> _What is needed_: Out of the material that follows, write out exactly the lines from the line with "position:relative; width:1412px; height:1378px;" to the line with "height:2px; margin-top:-1px; transform-origin:0;", both ends included, and no others.

────────

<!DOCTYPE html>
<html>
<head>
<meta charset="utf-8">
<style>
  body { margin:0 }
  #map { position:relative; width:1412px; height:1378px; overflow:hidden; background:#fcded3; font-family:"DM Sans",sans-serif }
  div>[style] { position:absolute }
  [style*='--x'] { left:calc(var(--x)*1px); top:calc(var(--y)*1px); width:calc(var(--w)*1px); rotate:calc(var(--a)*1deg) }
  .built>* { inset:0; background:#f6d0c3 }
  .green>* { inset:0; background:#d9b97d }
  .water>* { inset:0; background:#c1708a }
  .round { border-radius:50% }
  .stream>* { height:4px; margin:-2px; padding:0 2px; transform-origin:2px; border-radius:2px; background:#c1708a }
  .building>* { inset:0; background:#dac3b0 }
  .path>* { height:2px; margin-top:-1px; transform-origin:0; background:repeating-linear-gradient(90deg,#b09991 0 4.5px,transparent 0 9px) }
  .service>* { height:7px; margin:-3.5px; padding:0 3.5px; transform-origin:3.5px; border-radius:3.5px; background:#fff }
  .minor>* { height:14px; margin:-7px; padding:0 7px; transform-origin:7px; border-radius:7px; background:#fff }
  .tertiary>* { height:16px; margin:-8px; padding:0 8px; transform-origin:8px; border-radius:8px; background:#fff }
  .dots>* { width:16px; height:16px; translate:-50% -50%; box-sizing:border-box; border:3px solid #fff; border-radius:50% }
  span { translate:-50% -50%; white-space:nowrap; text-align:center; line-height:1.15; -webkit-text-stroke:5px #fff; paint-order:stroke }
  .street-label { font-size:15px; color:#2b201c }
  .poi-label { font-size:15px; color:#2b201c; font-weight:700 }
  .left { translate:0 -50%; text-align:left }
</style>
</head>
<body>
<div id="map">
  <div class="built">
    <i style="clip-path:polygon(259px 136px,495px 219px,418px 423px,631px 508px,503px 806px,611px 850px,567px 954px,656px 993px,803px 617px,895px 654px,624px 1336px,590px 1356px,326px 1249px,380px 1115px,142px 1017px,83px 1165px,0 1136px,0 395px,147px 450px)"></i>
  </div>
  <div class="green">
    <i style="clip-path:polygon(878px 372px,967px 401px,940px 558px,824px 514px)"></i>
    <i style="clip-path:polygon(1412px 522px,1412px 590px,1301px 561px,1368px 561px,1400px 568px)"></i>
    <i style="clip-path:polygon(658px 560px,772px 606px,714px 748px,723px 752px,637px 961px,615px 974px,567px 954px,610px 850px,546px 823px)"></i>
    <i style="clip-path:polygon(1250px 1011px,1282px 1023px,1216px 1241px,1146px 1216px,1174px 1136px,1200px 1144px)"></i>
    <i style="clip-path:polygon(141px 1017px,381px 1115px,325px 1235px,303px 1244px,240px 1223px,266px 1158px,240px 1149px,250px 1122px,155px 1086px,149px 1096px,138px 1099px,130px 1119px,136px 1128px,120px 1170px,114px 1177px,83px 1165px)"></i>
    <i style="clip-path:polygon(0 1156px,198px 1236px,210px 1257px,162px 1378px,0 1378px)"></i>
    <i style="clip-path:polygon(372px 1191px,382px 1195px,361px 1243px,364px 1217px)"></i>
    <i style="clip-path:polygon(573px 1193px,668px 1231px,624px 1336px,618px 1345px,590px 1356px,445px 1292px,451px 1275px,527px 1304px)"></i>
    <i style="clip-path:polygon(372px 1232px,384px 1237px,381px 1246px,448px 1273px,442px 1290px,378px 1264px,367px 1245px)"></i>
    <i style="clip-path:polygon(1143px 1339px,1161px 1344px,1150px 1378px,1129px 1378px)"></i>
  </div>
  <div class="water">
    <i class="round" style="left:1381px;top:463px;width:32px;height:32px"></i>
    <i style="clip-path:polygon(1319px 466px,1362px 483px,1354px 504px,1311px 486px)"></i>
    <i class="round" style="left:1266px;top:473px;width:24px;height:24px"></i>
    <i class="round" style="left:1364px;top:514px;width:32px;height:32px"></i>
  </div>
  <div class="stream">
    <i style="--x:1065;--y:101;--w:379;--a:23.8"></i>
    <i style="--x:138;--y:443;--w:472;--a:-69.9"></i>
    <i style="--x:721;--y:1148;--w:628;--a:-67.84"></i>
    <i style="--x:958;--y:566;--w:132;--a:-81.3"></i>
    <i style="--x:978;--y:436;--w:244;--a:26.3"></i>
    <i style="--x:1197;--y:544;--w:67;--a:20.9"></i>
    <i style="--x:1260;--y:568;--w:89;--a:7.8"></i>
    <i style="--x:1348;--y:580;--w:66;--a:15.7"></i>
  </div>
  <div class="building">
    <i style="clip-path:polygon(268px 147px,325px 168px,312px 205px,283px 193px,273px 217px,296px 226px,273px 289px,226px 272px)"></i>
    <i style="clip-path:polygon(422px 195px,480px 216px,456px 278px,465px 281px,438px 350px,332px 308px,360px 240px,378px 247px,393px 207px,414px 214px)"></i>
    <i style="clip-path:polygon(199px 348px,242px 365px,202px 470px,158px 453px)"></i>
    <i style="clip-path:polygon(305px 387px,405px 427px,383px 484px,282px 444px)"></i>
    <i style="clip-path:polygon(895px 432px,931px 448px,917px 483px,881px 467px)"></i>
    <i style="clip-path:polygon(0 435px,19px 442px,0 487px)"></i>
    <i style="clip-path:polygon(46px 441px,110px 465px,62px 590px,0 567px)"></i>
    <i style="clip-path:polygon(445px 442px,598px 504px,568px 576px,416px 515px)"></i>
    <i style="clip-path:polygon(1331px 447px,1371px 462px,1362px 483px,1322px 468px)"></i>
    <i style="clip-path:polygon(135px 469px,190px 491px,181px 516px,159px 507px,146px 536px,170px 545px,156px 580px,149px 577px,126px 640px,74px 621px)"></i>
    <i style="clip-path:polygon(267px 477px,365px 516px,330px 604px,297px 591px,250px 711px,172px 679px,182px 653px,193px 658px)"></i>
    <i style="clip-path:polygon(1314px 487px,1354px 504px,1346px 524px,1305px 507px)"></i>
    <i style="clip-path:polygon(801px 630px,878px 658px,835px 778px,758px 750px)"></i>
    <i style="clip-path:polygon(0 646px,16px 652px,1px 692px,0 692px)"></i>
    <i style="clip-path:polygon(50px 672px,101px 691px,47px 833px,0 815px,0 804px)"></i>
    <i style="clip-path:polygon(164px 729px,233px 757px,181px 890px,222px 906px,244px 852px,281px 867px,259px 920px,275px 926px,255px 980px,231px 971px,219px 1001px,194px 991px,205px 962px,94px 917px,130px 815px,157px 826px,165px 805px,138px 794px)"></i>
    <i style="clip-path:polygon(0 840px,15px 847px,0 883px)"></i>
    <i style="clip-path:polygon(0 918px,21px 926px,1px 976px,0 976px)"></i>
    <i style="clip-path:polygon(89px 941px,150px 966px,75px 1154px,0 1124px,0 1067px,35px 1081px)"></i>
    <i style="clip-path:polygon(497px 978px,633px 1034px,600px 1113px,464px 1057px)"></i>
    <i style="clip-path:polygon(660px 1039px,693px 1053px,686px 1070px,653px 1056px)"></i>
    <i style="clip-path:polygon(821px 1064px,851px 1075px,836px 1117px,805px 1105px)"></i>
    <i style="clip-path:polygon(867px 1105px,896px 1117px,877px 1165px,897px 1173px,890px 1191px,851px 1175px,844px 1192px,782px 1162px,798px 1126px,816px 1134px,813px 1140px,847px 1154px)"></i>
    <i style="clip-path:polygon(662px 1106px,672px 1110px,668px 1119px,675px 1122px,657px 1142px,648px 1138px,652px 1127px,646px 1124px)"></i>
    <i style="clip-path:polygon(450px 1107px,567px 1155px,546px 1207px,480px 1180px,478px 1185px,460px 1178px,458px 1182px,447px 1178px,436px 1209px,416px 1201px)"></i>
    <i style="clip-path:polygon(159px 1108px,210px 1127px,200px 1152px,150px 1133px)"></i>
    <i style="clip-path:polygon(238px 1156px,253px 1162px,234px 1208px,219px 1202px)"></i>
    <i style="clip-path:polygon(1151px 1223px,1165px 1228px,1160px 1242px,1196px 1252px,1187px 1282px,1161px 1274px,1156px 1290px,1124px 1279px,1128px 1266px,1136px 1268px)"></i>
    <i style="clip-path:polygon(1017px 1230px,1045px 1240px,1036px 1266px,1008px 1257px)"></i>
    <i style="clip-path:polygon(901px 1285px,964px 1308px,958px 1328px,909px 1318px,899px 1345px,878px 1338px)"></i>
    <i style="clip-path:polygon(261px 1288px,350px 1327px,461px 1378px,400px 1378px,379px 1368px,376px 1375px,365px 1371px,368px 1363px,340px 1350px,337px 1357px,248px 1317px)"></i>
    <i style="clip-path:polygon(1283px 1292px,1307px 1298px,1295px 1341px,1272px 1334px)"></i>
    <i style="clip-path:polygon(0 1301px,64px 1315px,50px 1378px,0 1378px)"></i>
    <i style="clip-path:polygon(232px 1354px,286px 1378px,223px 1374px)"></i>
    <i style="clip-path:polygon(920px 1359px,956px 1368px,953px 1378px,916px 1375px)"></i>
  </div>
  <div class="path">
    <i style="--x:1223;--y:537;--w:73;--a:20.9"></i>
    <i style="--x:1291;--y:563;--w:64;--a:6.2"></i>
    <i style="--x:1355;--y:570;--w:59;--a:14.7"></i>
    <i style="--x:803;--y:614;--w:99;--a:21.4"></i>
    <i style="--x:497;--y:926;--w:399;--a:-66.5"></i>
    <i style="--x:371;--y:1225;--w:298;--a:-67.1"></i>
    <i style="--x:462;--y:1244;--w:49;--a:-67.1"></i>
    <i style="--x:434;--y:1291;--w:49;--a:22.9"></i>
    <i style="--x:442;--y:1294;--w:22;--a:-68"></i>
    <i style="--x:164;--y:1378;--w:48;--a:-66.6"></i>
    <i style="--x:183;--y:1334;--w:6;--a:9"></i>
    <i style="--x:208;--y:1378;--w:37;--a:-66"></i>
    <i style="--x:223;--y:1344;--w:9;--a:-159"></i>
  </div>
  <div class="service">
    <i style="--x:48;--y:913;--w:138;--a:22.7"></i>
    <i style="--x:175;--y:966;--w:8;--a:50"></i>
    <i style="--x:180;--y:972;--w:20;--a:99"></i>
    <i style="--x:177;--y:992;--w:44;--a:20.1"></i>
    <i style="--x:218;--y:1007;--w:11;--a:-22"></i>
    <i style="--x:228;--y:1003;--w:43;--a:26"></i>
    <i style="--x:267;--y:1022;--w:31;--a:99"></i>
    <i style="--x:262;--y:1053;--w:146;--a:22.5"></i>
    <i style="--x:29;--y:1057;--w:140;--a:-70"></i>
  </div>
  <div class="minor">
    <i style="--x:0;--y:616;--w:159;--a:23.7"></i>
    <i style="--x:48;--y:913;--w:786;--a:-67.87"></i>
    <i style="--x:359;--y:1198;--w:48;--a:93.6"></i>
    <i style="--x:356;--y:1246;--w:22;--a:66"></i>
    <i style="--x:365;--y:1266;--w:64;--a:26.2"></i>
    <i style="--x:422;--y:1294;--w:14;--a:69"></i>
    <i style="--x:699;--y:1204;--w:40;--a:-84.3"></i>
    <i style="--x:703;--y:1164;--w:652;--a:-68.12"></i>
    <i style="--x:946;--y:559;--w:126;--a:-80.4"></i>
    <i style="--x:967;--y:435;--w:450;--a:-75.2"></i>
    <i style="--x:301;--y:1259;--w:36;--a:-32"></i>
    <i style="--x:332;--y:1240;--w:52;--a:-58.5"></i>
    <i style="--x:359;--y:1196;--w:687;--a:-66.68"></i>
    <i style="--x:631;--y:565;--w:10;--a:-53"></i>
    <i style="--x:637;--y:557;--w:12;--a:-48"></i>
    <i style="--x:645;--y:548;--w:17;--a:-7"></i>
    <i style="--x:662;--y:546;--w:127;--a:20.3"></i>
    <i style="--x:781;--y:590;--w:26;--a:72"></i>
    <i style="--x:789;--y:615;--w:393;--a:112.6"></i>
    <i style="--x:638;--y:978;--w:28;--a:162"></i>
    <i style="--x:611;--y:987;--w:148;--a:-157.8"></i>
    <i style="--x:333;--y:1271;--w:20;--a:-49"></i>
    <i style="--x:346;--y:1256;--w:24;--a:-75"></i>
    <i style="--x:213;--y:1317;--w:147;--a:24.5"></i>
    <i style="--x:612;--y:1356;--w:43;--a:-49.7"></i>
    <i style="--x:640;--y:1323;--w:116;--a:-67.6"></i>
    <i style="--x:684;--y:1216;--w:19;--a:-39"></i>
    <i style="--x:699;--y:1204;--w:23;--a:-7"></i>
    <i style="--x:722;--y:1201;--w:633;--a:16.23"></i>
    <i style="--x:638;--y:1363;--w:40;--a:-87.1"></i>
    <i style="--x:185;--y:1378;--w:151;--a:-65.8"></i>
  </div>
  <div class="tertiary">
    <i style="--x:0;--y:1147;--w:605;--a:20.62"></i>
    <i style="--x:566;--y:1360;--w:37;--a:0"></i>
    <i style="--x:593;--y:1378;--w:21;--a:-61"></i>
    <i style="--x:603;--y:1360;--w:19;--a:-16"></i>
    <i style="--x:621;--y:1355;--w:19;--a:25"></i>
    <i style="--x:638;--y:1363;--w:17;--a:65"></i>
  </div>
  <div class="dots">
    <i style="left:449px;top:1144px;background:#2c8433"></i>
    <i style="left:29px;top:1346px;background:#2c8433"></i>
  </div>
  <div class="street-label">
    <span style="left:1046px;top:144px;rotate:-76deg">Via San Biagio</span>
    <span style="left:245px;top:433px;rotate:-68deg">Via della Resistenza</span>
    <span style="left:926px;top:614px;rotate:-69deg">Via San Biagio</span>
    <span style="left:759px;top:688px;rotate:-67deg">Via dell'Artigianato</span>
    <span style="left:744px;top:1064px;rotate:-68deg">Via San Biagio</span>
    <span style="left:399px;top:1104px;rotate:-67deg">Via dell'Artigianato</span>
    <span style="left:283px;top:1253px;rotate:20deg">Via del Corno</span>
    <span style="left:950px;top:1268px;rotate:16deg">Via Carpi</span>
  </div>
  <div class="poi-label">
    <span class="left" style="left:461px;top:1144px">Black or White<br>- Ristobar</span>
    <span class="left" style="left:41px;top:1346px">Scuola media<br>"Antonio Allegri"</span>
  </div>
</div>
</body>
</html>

────────

> _Completed task_:
  #map { position:relative; width:1412px; height:1378px; overflow:hidden; background:#fcded3; font-family:"DM Sans",sans-serif }
  div>[style] { position:absolute }
  [style*='--x'] { left:calc(var(--x)*1px); top:calc(var(--y)*1px); width:calc(var(--w)*1px); rotate:calc(var(--a)*1deg) }
  .built>* { inset:0; background:#f6d0c3 }
  .green>* { inset:0; background:#d9b97d }
  .water>* { inset:0; background:#c1708a }
  .round { border-radius:50% }
  .stream>* { height:4px; margin:-2px; padding:0 2px; transform-origin:2px; border-radius:2px; background:#c1708a }
  .building>* { inset:0; background:#dac3b0 }
  .path>* { height:2px; margin-top:-1px; transform-origin:0; background:repeating-linear-gradient(90deg,#b09991 0 4.5px,transparent 0 9px) }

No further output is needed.